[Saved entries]
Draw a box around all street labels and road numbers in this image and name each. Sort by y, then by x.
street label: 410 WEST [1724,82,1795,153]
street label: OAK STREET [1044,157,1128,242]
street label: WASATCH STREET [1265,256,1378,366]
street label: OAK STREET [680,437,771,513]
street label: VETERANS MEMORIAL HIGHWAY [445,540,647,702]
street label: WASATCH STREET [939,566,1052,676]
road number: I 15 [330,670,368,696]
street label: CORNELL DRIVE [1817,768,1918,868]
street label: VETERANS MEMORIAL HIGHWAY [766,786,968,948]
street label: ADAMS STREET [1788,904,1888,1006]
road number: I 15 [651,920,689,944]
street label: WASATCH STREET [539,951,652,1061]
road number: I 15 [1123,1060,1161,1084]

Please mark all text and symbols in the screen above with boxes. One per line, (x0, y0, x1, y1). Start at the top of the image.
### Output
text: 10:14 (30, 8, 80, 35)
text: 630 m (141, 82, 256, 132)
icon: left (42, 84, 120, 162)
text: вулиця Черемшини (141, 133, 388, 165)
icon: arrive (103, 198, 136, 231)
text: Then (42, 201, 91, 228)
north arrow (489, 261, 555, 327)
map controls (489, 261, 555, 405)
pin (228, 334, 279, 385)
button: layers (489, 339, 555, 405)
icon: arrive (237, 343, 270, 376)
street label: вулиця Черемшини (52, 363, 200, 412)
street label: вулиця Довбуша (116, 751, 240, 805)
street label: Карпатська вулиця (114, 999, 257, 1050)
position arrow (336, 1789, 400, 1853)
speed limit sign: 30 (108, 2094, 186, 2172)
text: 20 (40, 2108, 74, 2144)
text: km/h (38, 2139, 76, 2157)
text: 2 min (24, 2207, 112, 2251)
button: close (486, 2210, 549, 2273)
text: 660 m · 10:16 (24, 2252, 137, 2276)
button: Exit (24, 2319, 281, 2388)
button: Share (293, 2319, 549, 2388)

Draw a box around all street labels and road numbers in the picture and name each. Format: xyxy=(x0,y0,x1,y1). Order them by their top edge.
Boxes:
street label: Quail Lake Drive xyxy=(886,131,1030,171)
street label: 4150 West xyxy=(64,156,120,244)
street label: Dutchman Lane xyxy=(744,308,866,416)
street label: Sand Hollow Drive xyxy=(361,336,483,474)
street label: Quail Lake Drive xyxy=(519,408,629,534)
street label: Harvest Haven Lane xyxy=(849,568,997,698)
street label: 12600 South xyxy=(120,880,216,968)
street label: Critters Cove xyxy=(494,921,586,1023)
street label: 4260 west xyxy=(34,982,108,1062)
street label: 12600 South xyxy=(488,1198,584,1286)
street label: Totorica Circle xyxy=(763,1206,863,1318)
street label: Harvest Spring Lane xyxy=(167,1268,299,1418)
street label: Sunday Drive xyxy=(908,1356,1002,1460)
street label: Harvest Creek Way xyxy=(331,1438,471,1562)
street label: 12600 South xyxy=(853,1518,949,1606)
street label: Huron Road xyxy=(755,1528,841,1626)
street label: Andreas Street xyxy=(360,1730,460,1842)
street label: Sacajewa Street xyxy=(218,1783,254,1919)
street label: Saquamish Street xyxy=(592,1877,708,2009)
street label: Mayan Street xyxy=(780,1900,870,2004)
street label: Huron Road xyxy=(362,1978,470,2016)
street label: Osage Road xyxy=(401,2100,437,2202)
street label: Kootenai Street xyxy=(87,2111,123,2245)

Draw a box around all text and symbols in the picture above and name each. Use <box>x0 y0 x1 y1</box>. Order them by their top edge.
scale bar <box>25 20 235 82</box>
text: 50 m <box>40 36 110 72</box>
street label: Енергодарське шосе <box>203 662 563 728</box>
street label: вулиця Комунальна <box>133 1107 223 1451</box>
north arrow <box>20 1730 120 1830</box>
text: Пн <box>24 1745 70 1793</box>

### Aim of the exercise:
An exact transcription of the data above is required.

### Answer below:
Draw a box around all street labels and road numbers in this image and name each. Sort by y, then by x.
street label: 410 WEST [1724,82,1795,153]
street label: OAK STREET [1044,157,1128,242]
street label: WASATCH STREET [1265,256,1378,366]
street label: OAK STREET [680,437,771,513]
street label: VETERANS MEMORIAL HIGHWAY [445,540,647,702]
street label: WASATCH STREET [939,566,1052,676]
road number: I 15 [330,670,368,696]
street label: CORNELL DRIVE [1817,768,1918,868]
street label: VETERANS MEMORIAL HIGHWAY [766,786,968,948]
street label: ADAMS STREET [1788,904,1888,1006]
road number: I 15 [651,920,689,944]
street label: WASATCH STREET [539,951,652,1061]
road number: I 15 [1123,1060,1161,1084]

Please mark all text and symbols in the screen above with boxes. One per line, (x0, y0, x1, y1). Start at the top of the image.
### Output
text: 10:14 (30, 8, 80, 35)
text: 630 m (141, 82, 256, 132)
icon: left (42, 84, 120, 162)
text: вулиця Черемшини (141, 133, 388, 165)
icon: arrive (103, 198, 136, 231)
text: Then (42, 201, 91, 228)
north arrow (489, 261, 555, 327)
map controls (489, 261, 555, 405)
pin (228, 334, 279, 385)
button: layers (489, 339, 555, 405)
icon: arrive (237, 343, 270, 376)
street label: вулиця Черемшини (52, 363, 200, 412)
street label: вулиця Довбуша (116, 751, 240, 805)
street label: Карпатська вулиця (114, 999, 257, 1050)
position arrow (336, 1789, 400, 1853)
speed limit sign: 30 (108, 2094, 186, 2172)
text: 20 (40, 2108, 74, 2144)
text: km/h (38, 2139, 76, 2157)
text: 2 min (24, 2207, 112, 2251)
button: close (486, 2210, 549, 2273)
text: 660 m · 10:16 (24, 2252, 137, 2276)
button: Exit (24, 2319, 281, 2388)
button: Share (293, 2319, 549, 2388)

Draw a box around all street labels and road numbers in the picture and name each. Format: xyxy=(x0,y0,x1,y1). Order them by their top edge.
Boxes:
street label: Quail Lake Drive xyxy=(886,131,1030,171)
street label: 4150 West xyxy=(64,156,120,244)
street label: Dutchman Lane xyxy=(744,308,866,416)
street label: Sand Hollow Drive xyxy=(361,336,483,474)
street label: Quail Lake Drive xyxy=(519,408,629,534)
street label: Harvest Haven Lane xyxy=(849,568,997,698)
street label: 12600 South xyxy=(120,880,216,968)
street label: Critters Cove xyxy=(494,921,586,1023)
street label: 4260 west xyxy=(34,982,108,1062)
street label: 12600 South xyxy=(488,1198,584,1286)
street label: Totorica Circle xyxy=(763,1206,863,1318)
street label: Harvest Spring Lane xyxy=(167,1268,299,1418)
street label: Sunday Drive xyxy=(908,1356,1002,1460)
street label: Harvest Creek Way xyxy=(331,1438,471,1562)
street label: 12600 South xyxy=(853,1518,949,1606)
street label: Huron Road xyxy=(755,1528,841,1626)
street label: Andreas Street xyxy=(360,1730,460,1842)
street label: Sacajewa Street xyxy=(218,1783,254,1919)
street label: Saquamish Street xyxy=(592,1877,708,2009)
street label: Mayan Street xyxy=(780,1900,870,2004)
street label: Huron Road xyxy=(362,1978,470,2016)
street label: Osage Road xyxy=(401,2100,437,2202)
street label: Kootenai Street xyxy=(87,2111,123,2245)

Draw a box around all text and symbols in the picture above and name each. Use <box>x0 y0 x1 y1</box>. Order them by their top edge.
scale bar <box>25 20 235 82</box>
text: 50 m <box>40 36 110 72</box>
street label: Енергодарське шосе <box>203 662 563 728</box>
street label: вулиця Комунальна <box>133 1107 223 1451</box>
north arrow <box>20 1730 120 1830</box>
text: Пн <box>24 1745 70 1793</box>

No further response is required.